WHAT NEEDS TO BE DONE:
Write out all of the entries, matching the original exactly.

GIVEN RECORDS:
============================================================
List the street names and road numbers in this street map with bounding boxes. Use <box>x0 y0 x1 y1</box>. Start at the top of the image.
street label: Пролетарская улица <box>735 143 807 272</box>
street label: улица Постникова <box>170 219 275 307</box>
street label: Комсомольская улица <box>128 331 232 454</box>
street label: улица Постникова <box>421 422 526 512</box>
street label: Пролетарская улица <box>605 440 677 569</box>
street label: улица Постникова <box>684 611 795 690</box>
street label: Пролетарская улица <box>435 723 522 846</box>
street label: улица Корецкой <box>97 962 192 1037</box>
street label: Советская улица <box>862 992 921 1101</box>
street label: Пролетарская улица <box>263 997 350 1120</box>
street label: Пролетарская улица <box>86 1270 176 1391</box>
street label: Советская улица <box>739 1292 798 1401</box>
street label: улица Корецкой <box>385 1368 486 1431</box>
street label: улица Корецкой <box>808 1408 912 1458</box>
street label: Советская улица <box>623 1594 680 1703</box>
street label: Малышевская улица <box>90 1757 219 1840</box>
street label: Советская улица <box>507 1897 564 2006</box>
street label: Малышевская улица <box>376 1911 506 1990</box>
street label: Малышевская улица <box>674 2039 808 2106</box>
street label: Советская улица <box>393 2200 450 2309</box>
============================================================
RESULT OF THIS TASK:
List the street names and road numbers in this street map with bounding boxes. Use <box>x0 y0 x1 y1</box>. Start at the top of the image.
street label: Пролетарская улица <box>735 143 807 272</box>
street label: улица Постникова <box>170 219 275 307</box>
street label: Комсомольская улица <box>128 331 232 454</box>
street label: улица Постникова <box>421 422 526 512</box>
street label: Пролетарская улица <box>605 440 677 569</box>
street label: улица Постникова <box>684 611 795 690</box>
street label: Пролетарская улица <box>435 723 522 846</box>
street label: улица Корецкой <box>97 962 192 1037</box>
street label: Советская улица <box>862 992 921 1101</box>
street label: Пролетарская улица <box>263 997 350 1120</box>
street label: Пролетарская улица <box>86 1270 176 1391</box>
street label: Советская улица <box>739 1292 798 1401</box>
street label: улица Корецкой <box>385 1368 486 1431</box>
street label: улица Корецкой <box>808 1408 912 1458</box>
street label: Советская улица <box>623 1594 680 1703</box>
street label: Малышевская улица <box>90 1757 219 1840</box>
street label: Советская улица <box>507 1897 564 2006</box>
street label: Малышевская улица <box>376 1911 506 1990</box>
street label: Малышевская улица <box>674 2039 808 2106</box>
street label: Советская улица <box>393 2200 450 2309</box>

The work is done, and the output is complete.